The passivity of the younger generation against hateful actions corresponds to the total passive approach to civic engagement in the online environment, analysts say.

Illustration Stock Photo(Source: Sme)

Up to 84 percent of young people in Slovakia have had an experience with hateful behaviour on the internet, according to the study Young People in Cyberspace – Opportunities and Risks for Democracy by the Institute for Public Affairs (IVO), the TASR newswire reported.

Although 68 percent of younger people consider hateful social site statuses, notes, comments and videos a serious social problem, three quarters (76 percent) of them demonstrate passive behaviour towards the haters. The largest proportion of passive youth (33 percent) maintains their passivity as they deem the actions of the haters a manifestation of free will, said the author of the study and IVO analyst Marián Velšic.

“Another 28 percent does nothing because according to them such reactions do not make sense and 15 percent do not neglect the importance of reactions,” said Velšic, as quoted by TASR.

Respondents to the survey indicated that they most frequently encounter the attitudes of hate on social network (69 percent) and in discussions about common internet media articles (45 percent). Velšic pointed out that 10 percent of respondents actively fight against hate speech and intolerance at least by warning the administrators of the sites.

“Only 1 percent declared that they would alert state authorities in the case of such expressions and possible violations of the law,” said Velšic.

Analysts reported similar findings in the so-called internet trolling, the provocation of participants in discussions and the disruption of objective discussions. Despite the fact that up to 94 percent of respondents declared that they encounter the actions, their reactions are again passive, according to Velšic.

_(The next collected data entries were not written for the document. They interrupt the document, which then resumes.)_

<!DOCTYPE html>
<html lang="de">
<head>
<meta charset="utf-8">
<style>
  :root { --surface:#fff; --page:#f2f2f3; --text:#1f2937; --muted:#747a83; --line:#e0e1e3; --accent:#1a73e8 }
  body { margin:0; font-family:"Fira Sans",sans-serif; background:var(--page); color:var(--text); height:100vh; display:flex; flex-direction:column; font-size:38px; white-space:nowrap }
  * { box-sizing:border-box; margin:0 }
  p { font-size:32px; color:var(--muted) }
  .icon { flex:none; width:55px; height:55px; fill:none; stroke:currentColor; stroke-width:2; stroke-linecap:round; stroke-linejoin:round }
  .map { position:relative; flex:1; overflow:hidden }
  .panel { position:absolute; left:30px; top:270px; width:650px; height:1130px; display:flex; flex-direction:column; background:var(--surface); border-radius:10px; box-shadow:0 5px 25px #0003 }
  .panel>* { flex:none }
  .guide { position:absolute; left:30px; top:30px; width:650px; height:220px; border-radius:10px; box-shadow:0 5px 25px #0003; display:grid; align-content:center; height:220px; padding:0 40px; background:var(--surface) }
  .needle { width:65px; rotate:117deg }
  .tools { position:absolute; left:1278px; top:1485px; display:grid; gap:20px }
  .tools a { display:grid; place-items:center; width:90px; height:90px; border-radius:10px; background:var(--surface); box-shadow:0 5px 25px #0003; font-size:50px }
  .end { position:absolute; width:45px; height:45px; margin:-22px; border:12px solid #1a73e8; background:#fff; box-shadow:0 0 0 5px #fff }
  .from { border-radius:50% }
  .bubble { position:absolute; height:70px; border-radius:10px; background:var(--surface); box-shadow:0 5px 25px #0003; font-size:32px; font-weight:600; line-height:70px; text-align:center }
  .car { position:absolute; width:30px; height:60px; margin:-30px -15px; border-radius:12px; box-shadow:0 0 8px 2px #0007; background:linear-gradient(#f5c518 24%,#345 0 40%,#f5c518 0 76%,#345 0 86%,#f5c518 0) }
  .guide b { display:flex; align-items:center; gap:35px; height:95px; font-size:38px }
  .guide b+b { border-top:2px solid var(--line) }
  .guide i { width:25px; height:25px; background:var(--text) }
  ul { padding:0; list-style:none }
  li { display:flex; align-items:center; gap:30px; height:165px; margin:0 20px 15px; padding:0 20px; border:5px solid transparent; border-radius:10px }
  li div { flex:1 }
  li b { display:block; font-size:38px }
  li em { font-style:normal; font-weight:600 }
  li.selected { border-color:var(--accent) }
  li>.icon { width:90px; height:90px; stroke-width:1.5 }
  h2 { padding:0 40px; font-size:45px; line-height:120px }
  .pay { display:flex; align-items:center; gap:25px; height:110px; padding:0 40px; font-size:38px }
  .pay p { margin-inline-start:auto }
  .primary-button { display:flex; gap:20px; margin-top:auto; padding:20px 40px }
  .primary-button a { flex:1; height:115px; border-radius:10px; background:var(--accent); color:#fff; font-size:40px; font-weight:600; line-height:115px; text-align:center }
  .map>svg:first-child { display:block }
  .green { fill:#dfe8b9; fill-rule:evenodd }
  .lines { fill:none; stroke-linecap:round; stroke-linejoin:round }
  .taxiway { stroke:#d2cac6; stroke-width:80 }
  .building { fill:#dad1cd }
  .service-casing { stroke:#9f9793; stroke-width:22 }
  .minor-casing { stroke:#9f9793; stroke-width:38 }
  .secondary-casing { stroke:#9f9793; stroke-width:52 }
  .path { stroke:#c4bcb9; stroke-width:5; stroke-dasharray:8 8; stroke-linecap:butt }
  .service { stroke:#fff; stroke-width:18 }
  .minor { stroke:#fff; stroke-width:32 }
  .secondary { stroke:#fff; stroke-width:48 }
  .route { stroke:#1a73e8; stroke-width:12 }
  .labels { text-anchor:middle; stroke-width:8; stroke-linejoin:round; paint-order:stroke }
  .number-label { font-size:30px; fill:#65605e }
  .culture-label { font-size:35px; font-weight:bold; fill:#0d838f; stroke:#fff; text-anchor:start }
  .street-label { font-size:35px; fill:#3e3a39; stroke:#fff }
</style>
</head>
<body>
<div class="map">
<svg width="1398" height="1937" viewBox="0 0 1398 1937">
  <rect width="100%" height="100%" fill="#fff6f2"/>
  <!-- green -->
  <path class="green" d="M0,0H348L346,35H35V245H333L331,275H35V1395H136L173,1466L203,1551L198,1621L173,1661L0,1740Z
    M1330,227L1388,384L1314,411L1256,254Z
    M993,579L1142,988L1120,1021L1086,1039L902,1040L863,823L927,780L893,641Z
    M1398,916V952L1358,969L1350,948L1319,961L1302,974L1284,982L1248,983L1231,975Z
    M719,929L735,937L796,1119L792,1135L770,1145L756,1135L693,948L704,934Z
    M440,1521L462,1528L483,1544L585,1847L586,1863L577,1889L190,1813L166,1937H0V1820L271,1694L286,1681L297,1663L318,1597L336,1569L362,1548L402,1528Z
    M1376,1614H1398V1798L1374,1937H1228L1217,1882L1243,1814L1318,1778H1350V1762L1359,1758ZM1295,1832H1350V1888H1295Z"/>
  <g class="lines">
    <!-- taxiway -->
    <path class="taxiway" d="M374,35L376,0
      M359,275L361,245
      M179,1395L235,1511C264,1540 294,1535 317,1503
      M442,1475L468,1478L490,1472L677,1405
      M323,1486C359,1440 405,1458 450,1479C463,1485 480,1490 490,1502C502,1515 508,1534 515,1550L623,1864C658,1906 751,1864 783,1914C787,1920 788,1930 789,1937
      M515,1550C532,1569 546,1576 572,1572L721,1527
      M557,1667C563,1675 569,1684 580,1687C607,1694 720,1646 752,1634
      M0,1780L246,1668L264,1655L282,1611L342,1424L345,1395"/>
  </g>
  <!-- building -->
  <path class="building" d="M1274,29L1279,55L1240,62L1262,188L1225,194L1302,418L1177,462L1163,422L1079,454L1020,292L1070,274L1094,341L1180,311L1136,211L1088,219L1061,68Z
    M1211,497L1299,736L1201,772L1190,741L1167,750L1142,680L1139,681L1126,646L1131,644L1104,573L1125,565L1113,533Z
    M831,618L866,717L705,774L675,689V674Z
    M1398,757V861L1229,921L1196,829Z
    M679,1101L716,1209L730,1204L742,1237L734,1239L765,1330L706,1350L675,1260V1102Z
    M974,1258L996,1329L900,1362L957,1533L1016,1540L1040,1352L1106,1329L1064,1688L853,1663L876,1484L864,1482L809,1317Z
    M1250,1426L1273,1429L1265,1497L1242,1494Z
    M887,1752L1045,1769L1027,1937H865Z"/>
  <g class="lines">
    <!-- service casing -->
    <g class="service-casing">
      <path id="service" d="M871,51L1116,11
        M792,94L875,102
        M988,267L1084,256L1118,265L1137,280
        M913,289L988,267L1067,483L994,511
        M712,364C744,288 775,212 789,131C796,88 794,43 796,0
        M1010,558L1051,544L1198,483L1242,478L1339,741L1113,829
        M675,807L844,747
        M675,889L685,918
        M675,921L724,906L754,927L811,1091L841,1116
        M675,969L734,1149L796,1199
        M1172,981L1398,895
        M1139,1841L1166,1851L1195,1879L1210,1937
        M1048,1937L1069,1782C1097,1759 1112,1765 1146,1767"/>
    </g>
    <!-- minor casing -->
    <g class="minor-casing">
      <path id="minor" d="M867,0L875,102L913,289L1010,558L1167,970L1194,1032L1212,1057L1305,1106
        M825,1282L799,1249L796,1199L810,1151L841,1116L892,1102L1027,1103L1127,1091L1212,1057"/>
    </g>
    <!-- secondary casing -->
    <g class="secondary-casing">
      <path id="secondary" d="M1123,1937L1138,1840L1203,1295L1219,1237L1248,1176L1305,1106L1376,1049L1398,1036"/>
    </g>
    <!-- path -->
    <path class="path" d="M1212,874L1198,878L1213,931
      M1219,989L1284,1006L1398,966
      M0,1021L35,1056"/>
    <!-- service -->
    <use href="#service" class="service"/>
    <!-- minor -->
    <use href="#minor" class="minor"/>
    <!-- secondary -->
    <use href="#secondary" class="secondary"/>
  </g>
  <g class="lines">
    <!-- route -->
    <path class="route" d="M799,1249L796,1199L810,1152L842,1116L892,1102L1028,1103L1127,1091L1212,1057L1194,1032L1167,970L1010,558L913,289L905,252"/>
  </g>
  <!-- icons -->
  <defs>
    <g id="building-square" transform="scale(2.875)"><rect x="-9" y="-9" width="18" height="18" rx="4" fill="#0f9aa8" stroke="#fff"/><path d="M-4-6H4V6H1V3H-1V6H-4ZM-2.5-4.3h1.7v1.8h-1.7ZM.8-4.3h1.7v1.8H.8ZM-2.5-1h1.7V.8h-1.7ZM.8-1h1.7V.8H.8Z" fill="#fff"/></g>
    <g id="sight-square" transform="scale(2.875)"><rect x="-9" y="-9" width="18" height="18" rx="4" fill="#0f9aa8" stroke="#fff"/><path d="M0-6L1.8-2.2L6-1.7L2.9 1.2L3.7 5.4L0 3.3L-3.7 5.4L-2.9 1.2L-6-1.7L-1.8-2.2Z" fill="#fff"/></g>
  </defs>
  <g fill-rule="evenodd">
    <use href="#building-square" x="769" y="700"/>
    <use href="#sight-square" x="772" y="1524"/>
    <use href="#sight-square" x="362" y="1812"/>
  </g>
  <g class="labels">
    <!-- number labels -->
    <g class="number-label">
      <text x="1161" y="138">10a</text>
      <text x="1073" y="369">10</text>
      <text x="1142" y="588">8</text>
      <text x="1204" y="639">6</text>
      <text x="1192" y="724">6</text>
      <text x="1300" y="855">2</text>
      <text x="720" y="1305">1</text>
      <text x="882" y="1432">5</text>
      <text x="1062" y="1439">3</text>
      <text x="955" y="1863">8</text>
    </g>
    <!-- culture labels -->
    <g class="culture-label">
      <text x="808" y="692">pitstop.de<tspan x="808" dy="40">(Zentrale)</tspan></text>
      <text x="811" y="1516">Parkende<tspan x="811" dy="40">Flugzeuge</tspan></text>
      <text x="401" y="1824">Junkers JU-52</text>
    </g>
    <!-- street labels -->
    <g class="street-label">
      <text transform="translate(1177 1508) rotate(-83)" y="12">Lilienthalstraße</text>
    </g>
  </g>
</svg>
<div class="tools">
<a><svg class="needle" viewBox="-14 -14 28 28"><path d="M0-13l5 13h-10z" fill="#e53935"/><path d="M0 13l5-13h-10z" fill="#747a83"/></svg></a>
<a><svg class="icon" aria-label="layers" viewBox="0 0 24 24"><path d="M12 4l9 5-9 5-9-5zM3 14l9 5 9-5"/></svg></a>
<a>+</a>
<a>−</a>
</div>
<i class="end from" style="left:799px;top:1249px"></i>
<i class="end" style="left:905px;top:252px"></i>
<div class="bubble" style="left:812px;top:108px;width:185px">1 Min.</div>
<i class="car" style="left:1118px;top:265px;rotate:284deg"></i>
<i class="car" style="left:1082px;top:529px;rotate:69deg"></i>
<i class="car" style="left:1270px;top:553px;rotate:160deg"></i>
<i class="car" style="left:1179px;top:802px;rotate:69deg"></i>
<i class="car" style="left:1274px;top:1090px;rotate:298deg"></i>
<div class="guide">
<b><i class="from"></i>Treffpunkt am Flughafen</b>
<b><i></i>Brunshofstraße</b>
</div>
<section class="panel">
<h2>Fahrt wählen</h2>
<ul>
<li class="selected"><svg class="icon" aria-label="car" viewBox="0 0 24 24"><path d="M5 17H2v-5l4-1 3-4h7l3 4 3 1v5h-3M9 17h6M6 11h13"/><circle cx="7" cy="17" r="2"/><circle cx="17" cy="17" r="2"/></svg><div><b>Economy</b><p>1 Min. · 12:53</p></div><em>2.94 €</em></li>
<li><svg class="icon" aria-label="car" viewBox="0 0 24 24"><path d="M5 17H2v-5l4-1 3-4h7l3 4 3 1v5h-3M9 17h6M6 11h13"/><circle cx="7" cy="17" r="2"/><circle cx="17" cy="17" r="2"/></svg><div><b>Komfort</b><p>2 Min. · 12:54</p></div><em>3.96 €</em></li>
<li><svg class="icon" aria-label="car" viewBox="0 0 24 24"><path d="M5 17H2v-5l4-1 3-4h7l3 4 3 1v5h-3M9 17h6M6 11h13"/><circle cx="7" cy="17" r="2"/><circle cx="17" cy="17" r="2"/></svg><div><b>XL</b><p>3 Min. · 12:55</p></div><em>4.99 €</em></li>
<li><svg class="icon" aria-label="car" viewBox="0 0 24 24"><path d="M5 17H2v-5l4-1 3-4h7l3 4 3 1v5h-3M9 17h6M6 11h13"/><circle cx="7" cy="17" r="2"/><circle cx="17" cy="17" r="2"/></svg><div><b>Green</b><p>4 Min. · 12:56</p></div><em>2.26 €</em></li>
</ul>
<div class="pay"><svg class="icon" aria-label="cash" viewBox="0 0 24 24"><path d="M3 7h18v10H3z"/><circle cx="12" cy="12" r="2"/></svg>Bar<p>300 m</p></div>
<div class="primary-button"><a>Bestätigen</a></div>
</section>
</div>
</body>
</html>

Read also:White Crow awards vie against hatred

Velšic pointed out that the situation corresponds to the total passive approach of the younger generation to civic engagement in the online environment. Most young people read posts and opinions within discussions, give likes to statuses or read blogs, he said.

“However, only 6 to 9 percent use expressions of engagement via their own blogs, the organisation of petitions or the establishment of their own websites,” said Velšic, as cited by TASR.

IVO conducted data collection for the survey in cooperation with the Focus agency and with the support of the ESET Foundation in September 2016. The survey consisted of 1,083 respondents aged 18 to 39 years, TASR wrote.